◆ **Exercise aim**
Unless it is a picture, every line from the start of the entries through the line with "translate:-50% -50%; white-space:nowrap;" must be retyped exactly.

◆ **Listed entries**

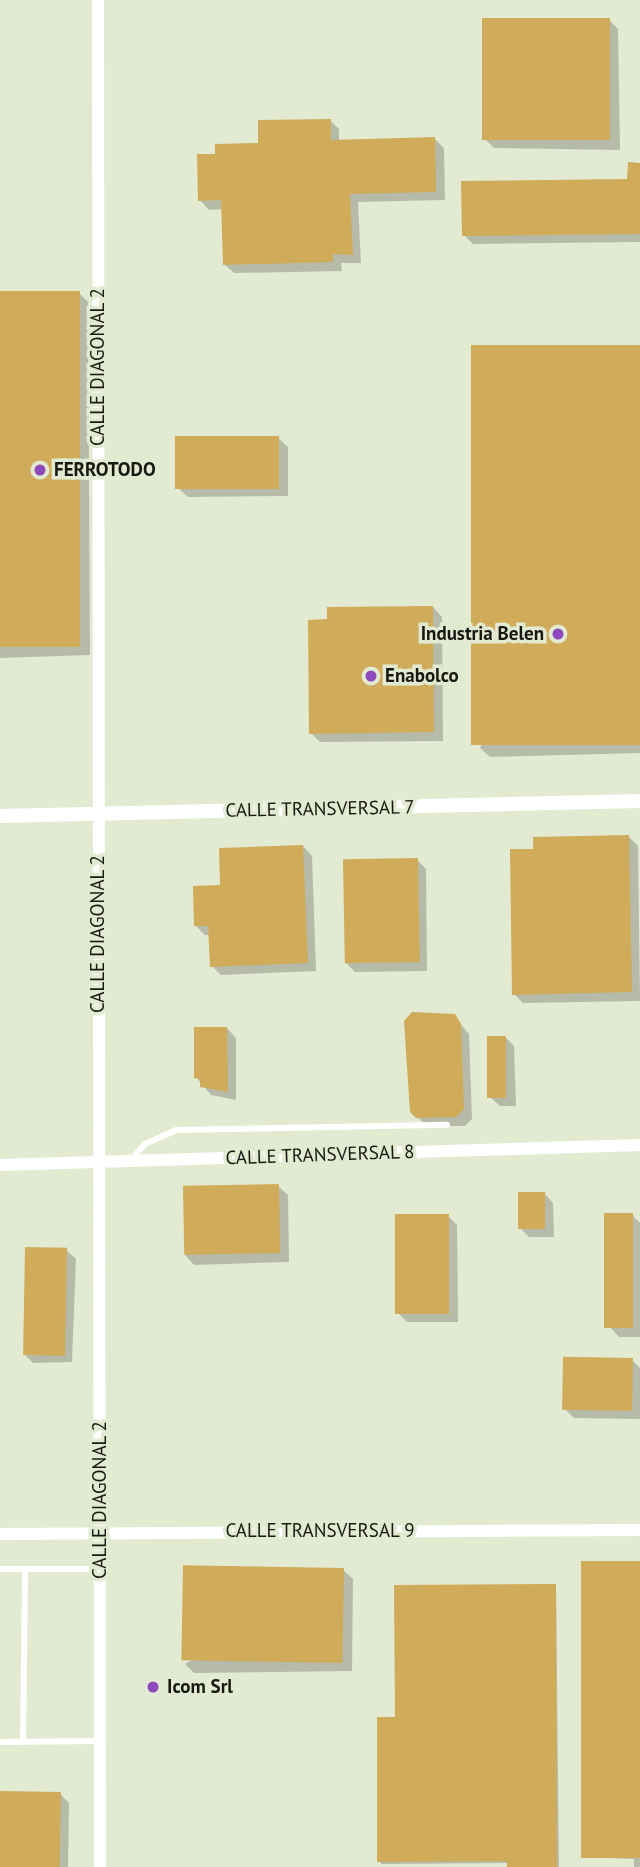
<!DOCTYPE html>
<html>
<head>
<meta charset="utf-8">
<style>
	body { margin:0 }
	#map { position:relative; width:640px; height:1867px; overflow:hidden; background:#e3ead2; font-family:"PT Sans",sans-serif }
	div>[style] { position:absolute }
	.shadow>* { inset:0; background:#0003 }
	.building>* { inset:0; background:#cfab5a; transform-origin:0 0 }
	.service>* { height:6px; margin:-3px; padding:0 3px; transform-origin:3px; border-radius:3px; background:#fff }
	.minor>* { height:12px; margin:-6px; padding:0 6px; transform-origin:6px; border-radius:6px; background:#fff }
	.tertiary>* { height:14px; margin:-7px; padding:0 7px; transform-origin:7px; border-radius:7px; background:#fff }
	.dots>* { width:19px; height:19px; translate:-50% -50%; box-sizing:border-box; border:4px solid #e3ead2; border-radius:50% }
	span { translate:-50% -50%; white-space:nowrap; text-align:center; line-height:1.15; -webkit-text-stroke:7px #e3ead2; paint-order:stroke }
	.street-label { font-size:19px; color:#171911 }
	.poi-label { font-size:19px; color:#171911; font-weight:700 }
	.left { translate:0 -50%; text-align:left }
	.right { translate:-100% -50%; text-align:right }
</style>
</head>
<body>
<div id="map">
	<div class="shadow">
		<i style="clip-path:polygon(609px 20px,618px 29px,620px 150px,494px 148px,485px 139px)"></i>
		<i style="clip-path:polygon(330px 120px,339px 129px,339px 141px,435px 139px,444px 148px,445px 200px,358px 202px,361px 263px,341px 263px,342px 271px,234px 273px,224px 264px,223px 209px,209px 210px,200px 200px,217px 156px)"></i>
		<i style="clip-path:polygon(640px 164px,640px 242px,473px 244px,464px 235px,629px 181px)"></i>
		<i style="clip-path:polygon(79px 293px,88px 302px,90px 655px,0 658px,0 295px)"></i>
		<i style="clip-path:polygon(640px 347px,640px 753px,490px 757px,480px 748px)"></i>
		<i style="clip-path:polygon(278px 438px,288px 447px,288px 496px,188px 497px,178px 488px)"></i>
		<i style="clip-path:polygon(433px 607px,442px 617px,443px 741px,320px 742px,311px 733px)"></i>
		<i style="clip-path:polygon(629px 837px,638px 846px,640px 1001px,523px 1003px,514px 994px,535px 851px)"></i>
		<i style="clip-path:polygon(303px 846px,312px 856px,316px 971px,221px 975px,212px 966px,211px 935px,205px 935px,196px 926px)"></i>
		<i style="clip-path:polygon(417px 860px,426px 869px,427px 971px,355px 972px,346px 963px)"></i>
		<i style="clip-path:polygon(454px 1016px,469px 1034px,472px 1119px,465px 1126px,427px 1126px,411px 1111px)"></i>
		<i style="clip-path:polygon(227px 1028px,236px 1038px,236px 1100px,211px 1095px,196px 1077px)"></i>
		<i style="clip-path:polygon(505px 1037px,514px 1046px,516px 1106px,500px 1106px,490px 1097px)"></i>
		<i style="clip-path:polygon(278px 1186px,288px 1195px,289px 1262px,194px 1265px,185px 1255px)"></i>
		<i style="clip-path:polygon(544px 1193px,553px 1203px,554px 1237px,529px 1237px,520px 1228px)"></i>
		<i style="clip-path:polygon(632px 1215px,640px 1223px,640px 1337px,619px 1337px,610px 1327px)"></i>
		<i style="clip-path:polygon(448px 1216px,457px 1225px,458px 1322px,407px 1322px,398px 1313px)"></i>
		<i style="clip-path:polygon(66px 1250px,76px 1259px,72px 1362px,33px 1363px,24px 1354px)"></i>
		<i style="clip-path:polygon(632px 1360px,640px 1368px,640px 1419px,574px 1418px,565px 1409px)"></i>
		<i style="clip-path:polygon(640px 1563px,640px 1867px,634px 1867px,634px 1859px,582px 1857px)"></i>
		<i style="clip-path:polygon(343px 1570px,353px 1579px,352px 1671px,194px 1673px,185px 1664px)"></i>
		<i style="clip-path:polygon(556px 1585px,559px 1867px,509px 1867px,509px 1863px,382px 1864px,379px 1861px,397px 1719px)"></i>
		<i style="clip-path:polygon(0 1792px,60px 1794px,69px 1803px,68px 1867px,0 1867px)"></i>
	</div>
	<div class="building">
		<i style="left:482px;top:18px;width:128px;height:122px"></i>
		<i style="clip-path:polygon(331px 119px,331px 140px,435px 137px,436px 192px,350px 194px,353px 255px,333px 254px,333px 262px,223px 265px,221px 200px,198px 201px,197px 154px,215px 154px,215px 144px,258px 143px,258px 120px)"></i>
		<i style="clip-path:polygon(628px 162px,640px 163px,640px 234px,462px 236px,461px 181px,627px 179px)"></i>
		<i style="left:80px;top:291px;width:356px;height:80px;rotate:90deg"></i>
		<i style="left:640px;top:345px;width:400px;height:169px;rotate:90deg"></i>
		<i style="left:175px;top:436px;width:104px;height:53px"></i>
		<i style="clip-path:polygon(433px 606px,434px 732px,309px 734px,308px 620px,327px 619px,327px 607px)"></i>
		<i style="clip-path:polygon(629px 835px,632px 992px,512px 995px,510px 849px,533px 849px,533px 837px)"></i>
		<i style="clip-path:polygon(303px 845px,308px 963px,210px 967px,208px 926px,194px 926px,193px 886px,220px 885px,219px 848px)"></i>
		<i style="left:418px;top:858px;width:104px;height:75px;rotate:89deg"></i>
		<i style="clip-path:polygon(412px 1012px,455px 1014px,461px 1024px,464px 1109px,456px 1117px,416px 1118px,410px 1112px,404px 1021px)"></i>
		<i style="clip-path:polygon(194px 1027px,227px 1027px,228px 1092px,200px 1087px,200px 1079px,194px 1078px)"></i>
		<i style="left:487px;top:1036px;width:19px;height:62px"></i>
		<i style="left:279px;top:1184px;width:69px;height:96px;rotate:89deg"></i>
		<i style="left:518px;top:1192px;width:27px;height:37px"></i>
		<i style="left:604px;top:1213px;width:29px;height:115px"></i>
		<i style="left:395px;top:1214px;width:54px;height:100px"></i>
		<i style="left:25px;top:1247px;width:42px;height:108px;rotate:1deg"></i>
		<i style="left:633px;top:1358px;width:53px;height:70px;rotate:91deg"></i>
		<i style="left:640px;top:1561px;width:297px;height:59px;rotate:90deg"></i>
		<i style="left:344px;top:1568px;width:95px;height:161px;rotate:91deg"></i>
		<i style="clip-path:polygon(556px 1584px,557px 1867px,507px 1867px,507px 1861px,377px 1862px,377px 1717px,395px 1717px,394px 1585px)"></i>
		<i style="left:0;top:1791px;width:61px;height:76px;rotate:1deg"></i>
	</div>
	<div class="service">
		<i style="left:131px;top:1160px;width:21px;rotate:-49deg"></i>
		<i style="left:145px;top:1144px;width:34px;rotate:-24deg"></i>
		<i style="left:176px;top:1130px;width:271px;rotate:-1.1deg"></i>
		<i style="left:0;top:1569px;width:100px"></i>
		<i style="left:0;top:1742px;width:100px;rotate:-0.6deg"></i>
		<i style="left:23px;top:1742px;width:172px;rotate:-89.3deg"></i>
	</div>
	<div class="minor">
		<i style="left:98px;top:0;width:1867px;rotate:89.94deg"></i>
		<i style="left:0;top:1165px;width:640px;rotate:-1.79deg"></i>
		<i style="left:0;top:1534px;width:640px;rotate:-0.36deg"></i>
	</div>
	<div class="tertiary">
		<i style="left:0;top:816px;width:640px;rotate:-1.34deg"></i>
	</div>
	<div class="dots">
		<i style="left:40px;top:470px;background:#8d4abf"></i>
		<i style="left:558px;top:634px;background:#8d4abf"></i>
		<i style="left:371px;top:676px;background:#8d4abf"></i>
		<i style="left:153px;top:1687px;background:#8d4abf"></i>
	</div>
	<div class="street-label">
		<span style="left:98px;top:367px;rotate:-90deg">CALLE DIAGONAL 2</span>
		<span style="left:320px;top:809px;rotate:-1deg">CALLE TRANSVERSAL 7</span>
		<span style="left:98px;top:934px;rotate:-90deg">CALLE DIAGONAL 2</span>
		<span style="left:320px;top:1155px;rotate:-2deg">CALLE TRANSVERSAL 8</span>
		<span style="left:100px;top:1500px;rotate:-90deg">CALLE DIAGONAL 2</span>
		<span style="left:320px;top:1531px">CALLE TRANSVERSAL 9</span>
	</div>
	<div class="poi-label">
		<span class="left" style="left:54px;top:470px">FERROTODO</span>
		<span class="right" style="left:544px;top:634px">Industria Belen</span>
		<span class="left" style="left:385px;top:676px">Enabolco</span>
		<span class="left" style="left:167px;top:1687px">Icom Srl</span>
	</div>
</div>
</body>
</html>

◆ **Reply**
<!DOCTYPE html>
<html>
<head>
<meta charset="utf-8">
<style>
	body { margin:0 }
	#map { position:relative; width:640px; height:1867px; overflow:hidden; background:#e3ead2; font-family:"PT Sans",sans-serif }
	div>[style] { position:absolute }
	.shadow>* { inset:0; background:#0003 }
	.building>* { inset:0; background:#cfab5a; transform-origin:0 0 }
	.service>* { height:6px; margin:-3px; padding:0 3px; transform-origin:3px; border-radius:3px; background:#fff }
	.minor>* { height:12px; margin:-6px; padding:0 6px; transform-origin:6px; border-radius:6px; background:#fff }
	.tertiary>* { height:14px; margin:-7px; padding:0 7px; transform-origin:7px; border-radius:7px; background:#fff }
	.dots>* { width:19px; height:19px; translate:-50% -50%; box-sizing:border-box; border:4px solid #e3ead2; border-radius:50% }
	span { translate:-50% -50%; white-space:nowrap; text-align:center; line-height:1.15; -webkit-text-stroke:7px #e3ead2; paint-order:stroke }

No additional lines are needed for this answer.